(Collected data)
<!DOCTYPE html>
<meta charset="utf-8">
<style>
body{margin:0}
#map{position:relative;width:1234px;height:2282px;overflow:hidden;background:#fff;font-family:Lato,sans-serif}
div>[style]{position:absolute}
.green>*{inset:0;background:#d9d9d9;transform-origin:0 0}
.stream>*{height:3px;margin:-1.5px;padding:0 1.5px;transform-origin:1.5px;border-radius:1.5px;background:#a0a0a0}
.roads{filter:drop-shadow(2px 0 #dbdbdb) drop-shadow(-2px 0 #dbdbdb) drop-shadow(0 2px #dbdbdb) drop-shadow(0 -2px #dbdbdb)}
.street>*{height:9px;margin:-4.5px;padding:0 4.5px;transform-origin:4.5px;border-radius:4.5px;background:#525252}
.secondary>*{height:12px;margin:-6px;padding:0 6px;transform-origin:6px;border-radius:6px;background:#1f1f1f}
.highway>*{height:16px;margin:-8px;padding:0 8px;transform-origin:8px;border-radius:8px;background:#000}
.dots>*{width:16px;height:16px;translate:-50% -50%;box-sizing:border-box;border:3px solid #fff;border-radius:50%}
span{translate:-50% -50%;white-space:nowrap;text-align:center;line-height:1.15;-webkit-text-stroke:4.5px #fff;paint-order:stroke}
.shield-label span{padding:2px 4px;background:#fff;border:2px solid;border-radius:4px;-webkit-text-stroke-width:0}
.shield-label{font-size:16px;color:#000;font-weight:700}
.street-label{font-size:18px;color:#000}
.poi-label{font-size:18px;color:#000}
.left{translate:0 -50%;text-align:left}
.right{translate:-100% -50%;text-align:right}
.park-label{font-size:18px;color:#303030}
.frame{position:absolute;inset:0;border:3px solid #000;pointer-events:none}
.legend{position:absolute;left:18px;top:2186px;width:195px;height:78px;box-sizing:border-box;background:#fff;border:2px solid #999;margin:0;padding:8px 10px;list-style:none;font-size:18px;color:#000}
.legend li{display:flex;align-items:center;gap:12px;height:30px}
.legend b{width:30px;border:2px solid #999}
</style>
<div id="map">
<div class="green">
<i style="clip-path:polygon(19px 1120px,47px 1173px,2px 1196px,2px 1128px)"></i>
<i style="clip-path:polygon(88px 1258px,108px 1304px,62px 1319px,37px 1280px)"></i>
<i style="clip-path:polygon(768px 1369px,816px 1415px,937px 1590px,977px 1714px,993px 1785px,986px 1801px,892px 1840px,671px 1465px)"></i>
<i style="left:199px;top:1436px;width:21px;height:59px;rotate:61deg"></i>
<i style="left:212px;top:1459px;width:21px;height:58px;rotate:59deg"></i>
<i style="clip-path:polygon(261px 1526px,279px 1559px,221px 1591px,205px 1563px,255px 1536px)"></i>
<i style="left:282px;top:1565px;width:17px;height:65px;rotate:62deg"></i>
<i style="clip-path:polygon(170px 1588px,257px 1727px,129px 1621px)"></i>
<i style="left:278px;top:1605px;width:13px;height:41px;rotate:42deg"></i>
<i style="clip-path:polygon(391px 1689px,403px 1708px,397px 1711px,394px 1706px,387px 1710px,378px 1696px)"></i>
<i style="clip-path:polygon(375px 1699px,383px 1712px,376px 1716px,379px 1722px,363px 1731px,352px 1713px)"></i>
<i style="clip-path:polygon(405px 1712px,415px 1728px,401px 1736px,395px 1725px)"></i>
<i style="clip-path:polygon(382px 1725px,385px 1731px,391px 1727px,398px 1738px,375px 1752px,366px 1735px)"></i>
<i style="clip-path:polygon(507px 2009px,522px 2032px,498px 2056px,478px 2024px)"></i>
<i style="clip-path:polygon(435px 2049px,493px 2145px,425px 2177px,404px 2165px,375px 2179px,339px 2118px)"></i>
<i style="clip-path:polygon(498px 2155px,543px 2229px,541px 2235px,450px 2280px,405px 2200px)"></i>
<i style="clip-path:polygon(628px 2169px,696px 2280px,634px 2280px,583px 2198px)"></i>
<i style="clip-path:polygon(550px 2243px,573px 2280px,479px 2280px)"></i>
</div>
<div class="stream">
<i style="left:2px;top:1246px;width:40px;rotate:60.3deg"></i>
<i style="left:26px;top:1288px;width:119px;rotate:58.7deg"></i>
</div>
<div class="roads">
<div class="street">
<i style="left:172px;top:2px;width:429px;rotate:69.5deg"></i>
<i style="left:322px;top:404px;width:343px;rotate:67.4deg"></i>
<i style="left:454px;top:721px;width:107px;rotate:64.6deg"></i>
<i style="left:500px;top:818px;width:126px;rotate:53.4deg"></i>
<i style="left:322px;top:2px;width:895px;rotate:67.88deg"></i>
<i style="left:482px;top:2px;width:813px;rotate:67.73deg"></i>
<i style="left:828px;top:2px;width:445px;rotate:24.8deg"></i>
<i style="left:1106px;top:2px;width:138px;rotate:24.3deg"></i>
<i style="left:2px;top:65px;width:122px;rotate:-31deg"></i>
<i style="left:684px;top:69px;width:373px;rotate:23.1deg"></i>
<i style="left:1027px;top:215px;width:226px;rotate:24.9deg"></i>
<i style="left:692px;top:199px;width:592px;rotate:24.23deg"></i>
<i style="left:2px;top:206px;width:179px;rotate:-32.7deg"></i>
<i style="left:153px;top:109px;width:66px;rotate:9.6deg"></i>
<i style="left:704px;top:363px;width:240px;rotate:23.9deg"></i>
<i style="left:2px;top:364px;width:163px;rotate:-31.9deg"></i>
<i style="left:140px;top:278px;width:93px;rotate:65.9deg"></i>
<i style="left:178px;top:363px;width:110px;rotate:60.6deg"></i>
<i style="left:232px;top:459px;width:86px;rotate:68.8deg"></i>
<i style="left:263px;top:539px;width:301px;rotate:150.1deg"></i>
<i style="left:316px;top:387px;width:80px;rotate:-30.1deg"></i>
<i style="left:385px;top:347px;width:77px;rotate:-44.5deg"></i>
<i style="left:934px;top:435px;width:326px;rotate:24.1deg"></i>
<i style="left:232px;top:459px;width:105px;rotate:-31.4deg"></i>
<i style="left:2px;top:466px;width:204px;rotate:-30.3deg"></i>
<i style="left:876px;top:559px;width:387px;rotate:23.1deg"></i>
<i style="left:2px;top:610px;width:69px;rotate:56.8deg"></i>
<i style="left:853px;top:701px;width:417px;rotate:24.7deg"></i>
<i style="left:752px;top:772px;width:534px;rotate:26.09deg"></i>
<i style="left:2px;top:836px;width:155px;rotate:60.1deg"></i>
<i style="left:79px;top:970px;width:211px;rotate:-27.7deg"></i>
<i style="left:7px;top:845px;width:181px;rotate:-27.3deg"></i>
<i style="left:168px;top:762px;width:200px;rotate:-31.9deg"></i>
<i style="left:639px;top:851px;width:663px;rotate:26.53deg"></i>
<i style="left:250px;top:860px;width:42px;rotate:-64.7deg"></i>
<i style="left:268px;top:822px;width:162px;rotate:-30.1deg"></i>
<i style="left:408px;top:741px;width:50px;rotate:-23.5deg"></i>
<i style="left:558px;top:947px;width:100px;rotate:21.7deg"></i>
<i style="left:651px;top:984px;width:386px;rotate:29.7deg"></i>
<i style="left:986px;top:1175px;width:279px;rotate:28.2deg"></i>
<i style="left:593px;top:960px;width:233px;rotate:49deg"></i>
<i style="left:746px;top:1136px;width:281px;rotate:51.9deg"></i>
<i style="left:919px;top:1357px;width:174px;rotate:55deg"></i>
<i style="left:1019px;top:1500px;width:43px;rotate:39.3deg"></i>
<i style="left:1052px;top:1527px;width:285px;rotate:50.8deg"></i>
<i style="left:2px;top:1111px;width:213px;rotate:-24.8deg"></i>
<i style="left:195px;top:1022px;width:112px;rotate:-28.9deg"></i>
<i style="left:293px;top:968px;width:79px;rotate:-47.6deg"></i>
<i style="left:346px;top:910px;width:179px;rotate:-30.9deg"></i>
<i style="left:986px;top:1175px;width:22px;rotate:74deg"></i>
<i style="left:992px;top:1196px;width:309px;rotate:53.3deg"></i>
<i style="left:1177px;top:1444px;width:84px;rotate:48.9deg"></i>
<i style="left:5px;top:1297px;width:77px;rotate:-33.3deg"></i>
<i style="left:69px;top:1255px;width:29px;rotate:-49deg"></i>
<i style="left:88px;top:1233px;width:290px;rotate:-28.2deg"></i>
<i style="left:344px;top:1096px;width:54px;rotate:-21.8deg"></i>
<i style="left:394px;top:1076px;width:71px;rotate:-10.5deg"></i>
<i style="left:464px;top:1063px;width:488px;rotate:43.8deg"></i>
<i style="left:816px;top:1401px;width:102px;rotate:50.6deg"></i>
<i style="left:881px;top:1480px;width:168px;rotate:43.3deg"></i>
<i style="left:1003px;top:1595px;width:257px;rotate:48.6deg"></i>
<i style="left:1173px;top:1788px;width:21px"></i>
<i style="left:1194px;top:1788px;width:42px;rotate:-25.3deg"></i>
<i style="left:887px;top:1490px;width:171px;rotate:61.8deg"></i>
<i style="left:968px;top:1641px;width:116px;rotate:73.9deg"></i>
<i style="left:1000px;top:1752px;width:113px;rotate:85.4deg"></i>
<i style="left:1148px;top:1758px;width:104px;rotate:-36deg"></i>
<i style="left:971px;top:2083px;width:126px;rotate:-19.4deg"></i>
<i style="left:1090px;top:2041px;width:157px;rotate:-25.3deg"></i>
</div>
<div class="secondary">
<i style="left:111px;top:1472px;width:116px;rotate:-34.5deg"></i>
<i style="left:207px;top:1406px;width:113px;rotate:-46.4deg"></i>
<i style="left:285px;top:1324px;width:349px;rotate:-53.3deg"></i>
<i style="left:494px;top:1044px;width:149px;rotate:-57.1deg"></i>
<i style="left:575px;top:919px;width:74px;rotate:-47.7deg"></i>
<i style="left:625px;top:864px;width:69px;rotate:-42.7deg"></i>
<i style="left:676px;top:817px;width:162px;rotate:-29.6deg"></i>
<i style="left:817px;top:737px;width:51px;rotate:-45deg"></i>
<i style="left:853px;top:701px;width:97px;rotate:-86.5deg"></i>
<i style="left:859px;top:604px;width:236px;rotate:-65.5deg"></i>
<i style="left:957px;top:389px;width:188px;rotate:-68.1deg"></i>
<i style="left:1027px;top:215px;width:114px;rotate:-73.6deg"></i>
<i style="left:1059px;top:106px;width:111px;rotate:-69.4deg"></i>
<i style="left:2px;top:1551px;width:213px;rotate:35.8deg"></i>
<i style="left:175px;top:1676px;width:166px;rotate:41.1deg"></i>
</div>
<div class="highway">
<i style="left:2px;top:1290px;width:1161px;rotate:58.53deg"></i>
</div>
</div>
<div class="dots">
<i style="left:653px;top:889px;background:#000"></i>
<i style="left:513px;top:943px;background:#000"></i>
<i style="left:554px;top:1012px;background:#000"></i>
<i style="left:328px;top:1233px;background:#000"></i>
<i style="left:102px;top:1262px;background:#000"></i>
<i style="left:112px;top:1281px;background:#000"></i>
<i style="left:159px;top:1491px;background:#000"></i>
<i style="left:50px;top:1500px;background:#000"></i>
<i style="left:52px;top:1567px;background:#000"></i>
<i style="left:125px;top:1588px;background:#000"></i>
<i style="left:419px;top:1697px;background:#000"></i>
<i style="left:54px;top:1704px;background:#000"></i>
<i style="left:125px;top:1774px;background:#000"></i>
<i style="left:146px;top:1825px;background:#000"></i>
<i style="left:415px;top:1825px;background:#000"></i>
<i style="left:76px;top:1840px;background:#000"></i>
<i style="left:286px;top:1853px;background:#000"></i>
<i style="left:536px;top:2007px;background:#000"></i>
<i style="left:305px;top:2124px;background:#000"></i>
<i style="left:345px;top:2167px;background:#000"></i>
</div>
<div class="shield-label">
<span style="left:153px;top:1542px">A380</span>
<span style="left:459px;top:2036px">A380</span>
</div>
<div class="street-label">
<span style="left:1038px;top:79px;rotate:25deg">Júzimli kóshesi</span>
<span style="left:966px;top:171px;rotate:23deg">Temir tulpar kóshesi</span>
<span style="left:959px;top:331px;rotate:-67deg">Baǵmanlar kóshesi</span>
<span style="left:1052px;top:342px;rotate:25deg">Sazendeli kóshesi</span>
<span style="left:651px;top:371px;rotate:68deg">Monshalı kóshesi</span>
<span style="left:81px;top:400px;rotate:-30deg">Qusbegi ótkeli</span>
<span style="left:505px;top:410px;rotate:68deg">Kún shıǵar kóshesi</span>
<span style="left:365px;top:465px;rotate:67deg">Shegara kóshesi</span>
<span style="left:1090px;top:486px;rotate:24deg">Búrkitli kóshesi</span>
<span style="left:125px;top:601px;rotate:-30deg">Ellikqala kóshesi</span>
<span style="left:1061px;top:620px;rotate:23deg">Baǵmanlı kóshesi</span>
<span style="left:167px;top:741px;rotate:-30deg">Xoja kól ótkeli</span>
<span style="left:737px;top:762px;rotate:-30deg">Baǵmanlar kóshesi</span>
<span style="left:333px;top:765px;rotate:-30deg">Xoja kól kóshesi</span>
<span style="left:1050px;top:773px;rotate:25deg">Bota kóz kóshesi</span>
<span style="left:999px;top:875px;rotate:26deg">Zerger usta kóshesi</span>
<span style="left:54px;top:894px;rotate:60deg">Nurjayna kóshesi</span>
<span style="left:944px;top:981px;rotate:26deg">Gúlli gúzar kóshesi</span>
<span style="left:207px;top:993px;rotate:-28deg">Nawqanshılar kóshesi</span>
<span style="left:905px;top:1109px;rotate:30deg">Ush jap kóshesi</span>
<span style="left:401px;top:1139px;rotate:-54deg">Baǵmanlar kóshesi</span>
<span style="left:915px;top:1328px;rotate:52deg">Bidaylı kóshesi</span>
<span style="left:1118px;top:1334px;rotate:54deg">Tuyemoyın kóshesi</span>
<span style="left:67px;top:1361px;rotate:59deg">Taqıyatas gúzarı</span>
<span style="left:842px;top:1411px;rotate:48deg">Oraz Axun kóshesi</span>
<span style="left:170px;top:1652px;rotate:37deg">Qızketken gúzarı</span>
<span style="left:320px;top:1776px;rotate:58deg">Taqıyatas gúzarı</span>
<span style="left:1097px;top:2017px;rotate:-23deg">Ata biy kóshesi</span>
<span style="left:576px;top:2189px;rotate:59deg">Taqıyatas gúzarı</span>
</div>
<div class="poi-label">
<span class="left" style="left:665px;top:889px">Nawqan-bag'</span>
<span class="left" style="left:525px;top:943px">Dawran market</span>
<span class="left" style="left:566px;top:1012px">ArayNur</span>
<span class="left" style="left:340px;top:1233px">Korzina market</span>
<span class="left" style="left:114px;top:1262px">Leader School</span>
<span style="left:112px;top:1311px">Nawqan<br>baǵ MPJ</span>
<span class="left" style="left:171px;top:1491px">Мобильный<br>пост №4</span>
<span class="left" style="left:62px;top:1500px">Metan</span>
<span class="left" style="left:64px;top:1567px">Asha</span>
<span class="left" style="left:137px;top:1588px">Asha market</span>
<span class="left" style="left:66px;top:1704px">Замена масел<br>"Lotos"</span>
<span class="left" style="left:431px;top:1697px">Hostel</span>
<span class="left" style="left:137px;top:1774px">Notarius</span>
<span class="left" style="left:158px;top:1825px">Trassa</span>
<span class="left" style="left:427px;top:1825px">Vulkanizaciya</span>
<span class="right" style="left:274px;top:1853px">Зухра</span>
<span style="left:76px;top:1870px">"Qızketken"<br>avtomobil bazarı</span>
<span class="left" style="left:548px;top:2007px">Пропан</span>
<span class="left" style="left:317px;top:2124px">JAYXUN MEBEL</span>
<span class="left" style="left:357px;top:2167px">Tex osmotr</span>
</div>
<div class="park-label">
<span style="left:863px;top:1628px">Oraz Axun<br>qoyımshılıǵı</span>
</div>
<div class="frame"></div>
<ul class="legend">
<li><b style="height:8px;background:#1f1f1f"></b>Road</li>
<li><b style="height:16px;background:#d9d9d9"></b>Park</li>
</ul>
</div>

What you have to do: Tell how many lines in the entries above include the word "market", and respond with the number alone.

Solution to this exercise: 3